On June 26, 1830, Stephen Decatur Greer was born in Troup Co, Georgia the fifth child of Nathaniel Hunt Greer and Nancy Ann Terry Roberts. Shortly thereafter — perhaps the next year –NHG led his family across the Chattahoochee into the eastern edge of the Creek Territory and established his trading post.
Cate, as he came to be known, grew up in Texas, mostly in Washington County where the family settled after moving to Texas in March 1837. In the early 1850s, his family lived in Port Sullivan, Milam County, where virtually the entire family converted to Mormonism. He was a young man of 24 when the family embarked on a disastrous trek to Utah — on the trail many of his family were lost to cholera. The next year, 1856, most of the Greers returned to Texas where Cate met and wooed the daughter of two pioneer heroes: Colonel Philip Howard and Sarah Creth.
Colonel Howard, born in Kentucky, had clerked at the Fort Dearborn trading post that would later become the city of Chicago. He fought in the Black Hawk War under General William Henry Harrison (later President of the United States) before emigrating to Texas in 1833 at the age of 21 to become a Texas Ranger. After helping to win Texas independence from Mexico, he protected settlers from Indian attacks. During the Mexican War, he was Army Commissary.
Sarah Creth, born in Illinois, married John Sherry and emigrated to Texas where he was killed by Indians in 1829. She then wed John Hibbins who, along with her half brother, was slain in her presence by Indians who then took her and her two children prisoner. A short time later her infant was beaten to death before her eyes, and yet she maintained her reason, escaped, and sought help from a band of Rangers who soon rescued her remaining son. After this nightmarish experience, she wed a man named Stinnett who, while traveling to New Orleans to buy supplies, was murdered by outlaws. By this man she had one daughter who drowned at the age of two. In 1839 she wed Col. Howard by whom she had three daughters, including Cate’s future bride. That Sarah survived her ordeals (for which she became famous), retained her sanity and went on to live a productive life as wife and mother is a testament to her amazing courage and a triumph of human endurance rarely matched in history.

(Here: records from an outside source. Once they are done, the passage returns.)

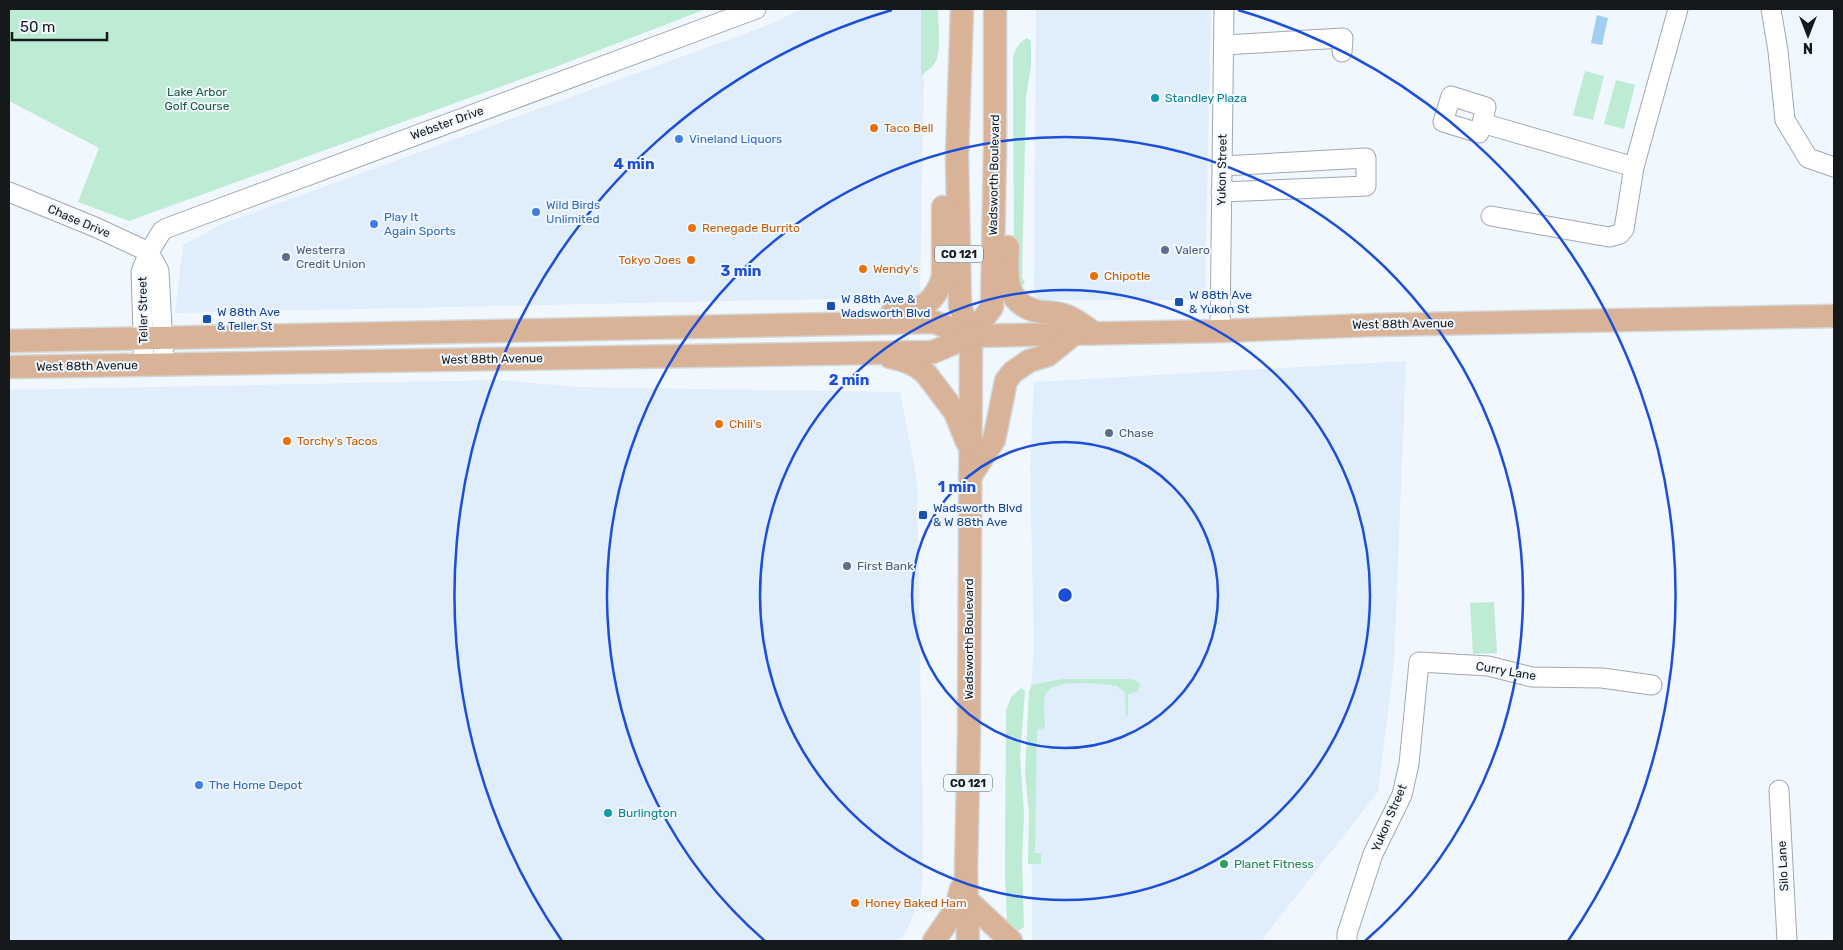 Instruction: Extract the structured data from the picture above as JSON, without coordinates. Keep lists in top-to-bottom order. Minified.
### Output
{"streets":{"main road":["Wadsworth Boulevard","CO 121","West 88th Avenue"],"street":["Webster Drive","Yukon Street","Chase Drive","Teller Street","Curry Lane","Silo Lane"]},"crossings":[["Webster Drive","Chase Drive"],["Webster Drive","Teller Street"],["Yukon Street","West 88th Avenue"],["Yukon Street","Curry Lane"],["Wadsworth Boulevard","West 88th Avenue"],["Chase Drive","Teller Street"],["Teller Street","West 88th Avenue"]],"parks":["Lake Arbor Golf Course"],"places":{"other":["Standley Plaza","Taco Bell","Vineland Liquors","Wild Birds Unlimited","Play It Again Sports","Renegade Burrito","Valero","Westerra Credit Union","Tokyo Joes","Wendy's","Chipotle","Chili's","Chase","Torchy's Tacos","First Bank","The Home Depot","Burlington","Planet Fitness","Honey Baked Ham"],"transit":["W 88th Ave & Yukon St","W 88th Ave & Wadsworth Blvd","W 88th Ave & Teller St","Wadsworth Blvd & W 88th Ave"]},"scale_bar":"50 m","north":"bottom","rings":["4 min","3 min","2 min","1 min"]} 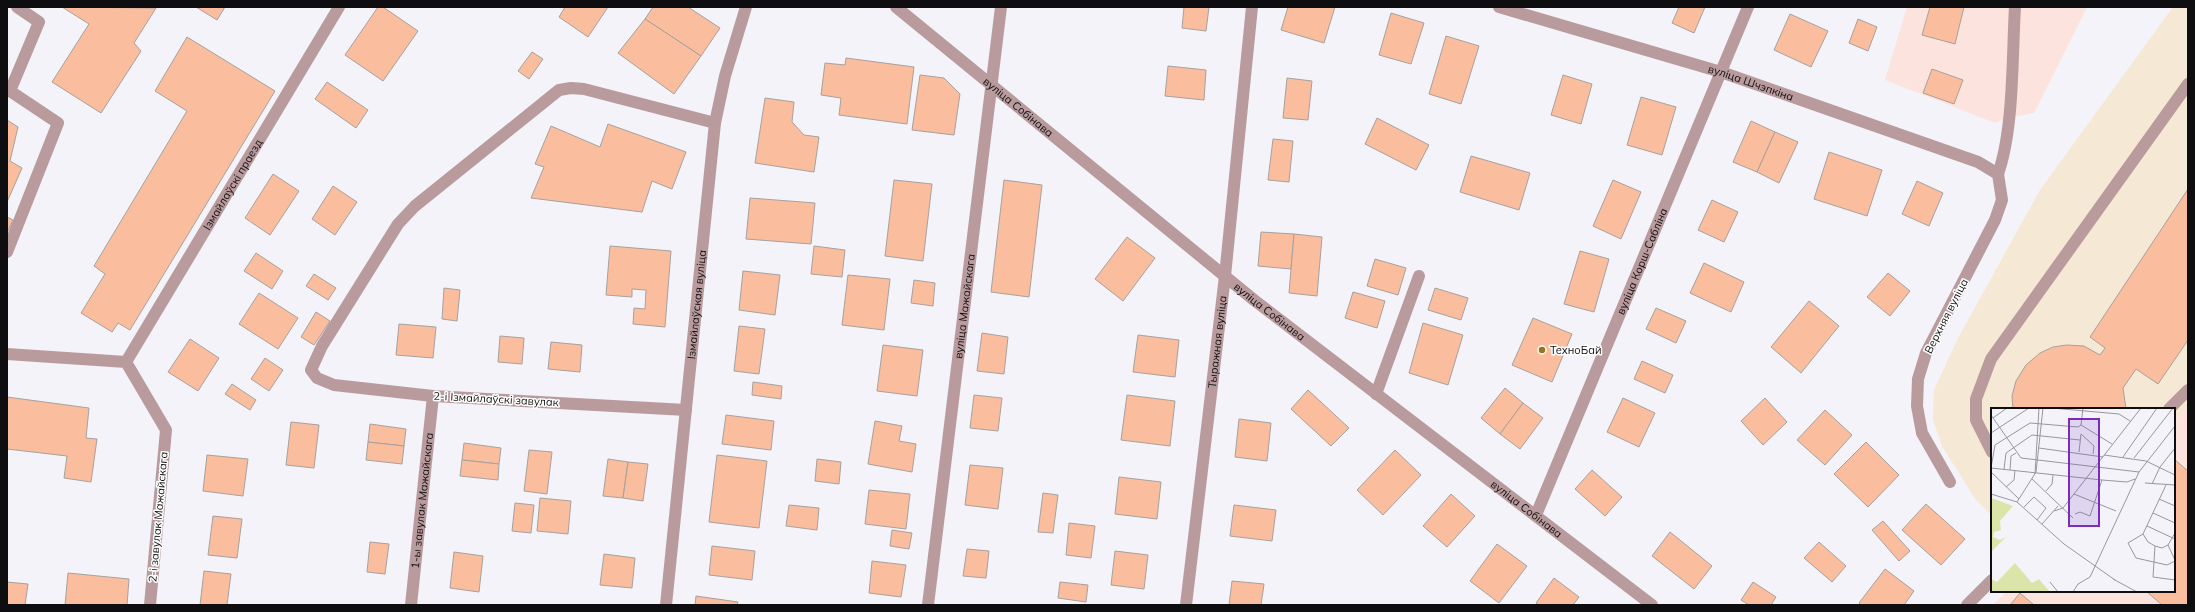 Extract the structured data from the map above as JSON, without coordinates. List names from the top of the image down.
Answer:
{
  "streets": {
    "street": [
      "вуліца Шчэпкіна",
      "вуліца Собінава",
      "Ізмайлаўскі праезд",
      "вуліца Корш-Сабліна",
      "Ізмайлаўская вуліца",
      "вуліца Мажайскага",
      "Верхняя вуліца",
      "Тыражная вуліца",
      "2-і Ізмайлаўскі завулак",
      "1-ы завулак Мажайскага",
      "2-і завулак Мажайскага"
    ]
  },
  "crossings": [
    ["вуліца Шчэпкіна", "вуліца Корш-Сабліна"],
    ["вуліца Шчэпкіна", "Верхняя вуліца"],
    ["вуліца Собінава", "вуліца Корш-Сабліна"],
    ["вуліца Собінава", "вуліца Мажайскага"],
    ["вуліца Собінава", "Тыражная вуліца"],
    ["Ізмайлаўскі праезд", "2-і завулак Мажайскага"],
    ["Ізмайлаўская вуліца", "2-і Ізмайлаўскі завулак"],
    ["2-і Ізмайлаўскі завулак", "1-ы завулак Мажайскага"]
  ],
  "places": ["ТехноБай"]
}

Cate wed Martha Arminta “Mintie” Howard on April 7, 1858. That August he purchased from her father 200 acres where Steele Creek flows into the Brazos River. On this homestead all six of their children were born.
Cate was too young to fight in the Mexican War, but did participate in rangering and in the Civil War. In the winter of 1863, he enlisted as a cavalry private in Co. E, Mounted Frontier Regiment, Texas State Troops, commanded by Col. J. E. McCord. Later he was in Capt. Henry Fossett’s Co. A of Lt. Col. Buck Barry’s “Battalion,” Texas Frontier Regiment, C.S.A. This service allowed Cate to honor Union sympathies he shared with his father-in-law by protecting the frontier against Indian raids rather than fight his northern brother. On January 8, 1865, his unit was in the Battle of Dove Creek, the most famous frontier engagement of the day. This battle has been recounted in many works on Texas and the War.
During the Civil War, Cate was stationed at Camp Colorado where he and Mintie lost their infant daughter, Ellen May, who was buried at the nearby town of Coleman. The rest of their children lived long, full lives.
In 1871 Cate bought 5.5 acres in Meridian, providing the children greater access to schooling. The next year he added 30 acres to their Meridian land. On April 23, 1881, he sold his 160-acre inheritance of the 1280 acres of his father’s headright land in adjacent Hill County.
After farming during his later years, Cate died January 25, 1905 in Meridian — tragically by his own hand, and for reasons unknown — by drinking strychnine. Mintie then lived many years with her widowed daughter, Susan, until passing away in De Leon, Texas, on October 22, 1923.